**Source information:**
↓

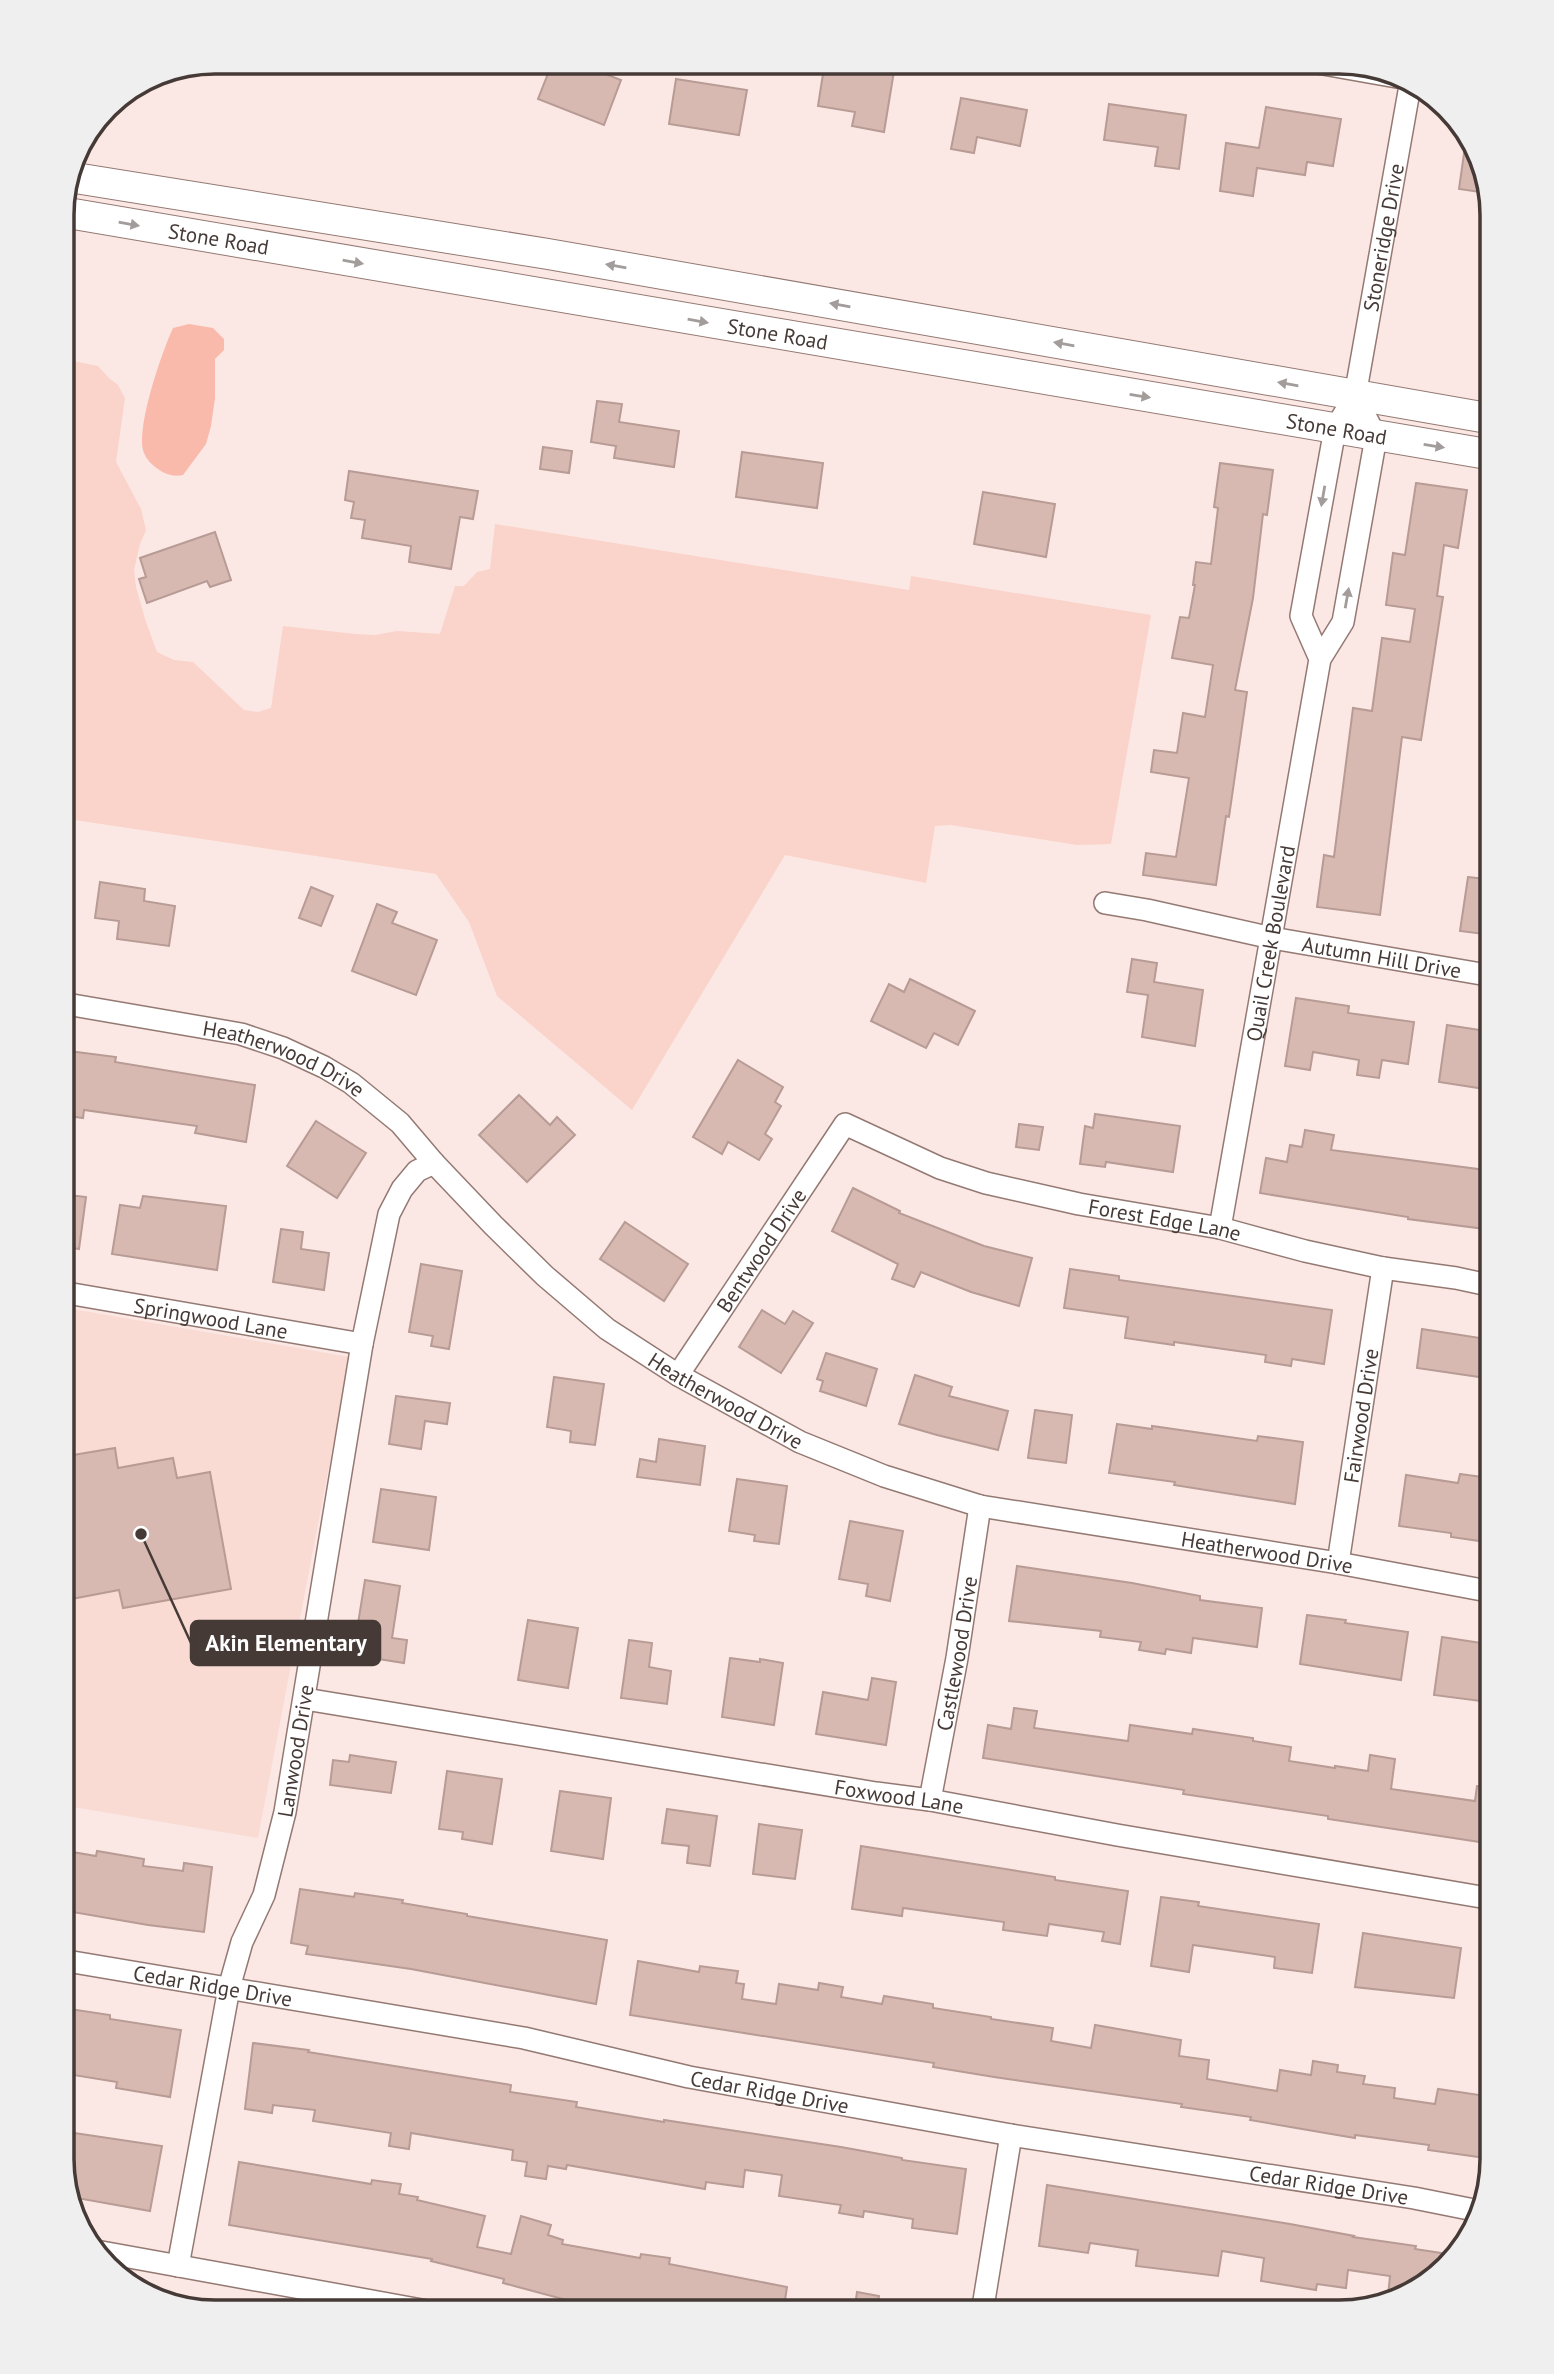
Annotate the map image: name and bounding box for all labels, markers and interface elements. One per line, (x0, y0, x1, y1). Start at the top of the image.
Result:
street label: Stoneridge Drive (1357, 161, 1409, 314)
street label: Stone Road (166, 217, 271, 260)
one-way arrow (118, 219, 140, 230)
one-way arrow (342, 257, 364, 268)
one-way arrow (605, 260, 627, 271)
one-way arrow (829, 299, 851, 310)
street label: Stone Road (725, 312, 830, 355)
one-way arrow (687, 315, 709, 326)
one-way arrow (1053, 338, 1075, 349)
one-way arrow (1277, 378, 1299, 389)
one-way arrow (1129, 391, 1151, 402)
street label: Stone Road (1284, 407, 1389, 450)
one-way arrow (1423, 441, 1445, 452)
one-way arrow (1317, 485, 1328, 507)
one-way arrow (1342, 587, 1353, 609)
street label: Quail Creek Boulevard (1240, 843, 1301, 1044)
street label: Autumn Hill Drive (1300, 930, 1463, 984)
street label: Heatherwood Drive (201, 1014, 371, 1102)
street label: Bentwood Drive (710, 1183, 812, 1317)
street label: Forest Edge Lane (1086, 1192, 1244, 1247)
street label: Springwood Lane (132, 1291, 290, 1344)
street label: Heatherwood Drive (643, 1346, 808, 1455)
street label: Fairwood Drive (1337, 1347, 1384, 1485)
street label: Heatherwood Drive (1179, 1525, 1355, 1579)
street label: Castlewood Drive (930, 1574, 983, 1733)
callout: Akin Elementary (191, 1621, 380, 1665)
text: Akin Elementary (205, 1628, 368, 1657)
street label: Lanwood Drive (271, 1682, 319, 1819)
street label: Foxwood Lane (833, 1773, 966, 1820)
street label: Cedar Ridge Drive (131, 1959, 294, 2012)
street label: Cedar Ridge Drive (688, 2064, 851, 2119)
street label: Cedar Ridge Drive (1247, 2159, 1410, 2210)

↑

**What is expected:** What is needed here is an exact transcript of the data above, pictures excluded.

**Task response:**
Annotate the map image: name and bounding box for all labels, markers and interface elements. One per line, (x0, y0, x1, y1). Start at the top of the image.
Result:
street label: Stoneridge Drive (1357, 161, 1409, 314)
street label: Stone Road (166, 217, 271, 260)
one-way arrow (118, 219, 140, 230)
one-way arrow (342, 257, 364, 268)
one-way arrow (605, 260, 627, 271)
one-way arrow (829, 299, 851, 310)
street label: Stone Road (725, 312, 830, 355)
one-way arrow (687, 315, 709, 326)
one-way arrow (1053, 338, 1075, 349)
one-way arrow (1277, 378, 1299, 389)
one-way arrow (1129, 391, 1151, 402)
street label: Stone Road (1284, 407, 1389, 450)
one-way arrow (1423, 441, 1445, 452)
one-way arrow (1317, 485, 1328, 507)
one-way arrow (1342, 587, 1353, 609)
street label: Quail Creek Boulevard (1240, 843, 1301, 1044)
street label: Autumn Hill Drive (1300, 930, 1463, 984)
street label: Heatherwood Drive (201, 1014, 371, 1102)
street label: Bentwood Drive (710, 1183, 812, 1317)
street label: Forest Edge Lane (1086, 1192, 1244, 1247)
street label: Springwood Lane (132, 1291, 290, 1344)
street label: Heatherwood Drive (643, 1346, 808, 1455)
street label: Fairwood Drive (1337, 1347, 1384, 1485)
street label: Heatherwood Drive (1179, 1525, 1355, 1579)
street label: Castlewood Drive (930, 1574, 983, 1733)
callout: Akin Elementary (191, 1621, 380, 1665)
text: Akin Elementary (205, 1628, 368, 1657)
street label: Lanwood Drive (271, 1682, 319, 1819)
street label: Foxwood Lane (833, 1773, 966, 1820)
street label: Cedar Ridge Drive (131, 1959, 294, 2012)
street label: Cedar Ridge Drive (688, 2064, 851, 2119)
street label: Cedar Ridge Drive (1247, 2159, 1410, 2210)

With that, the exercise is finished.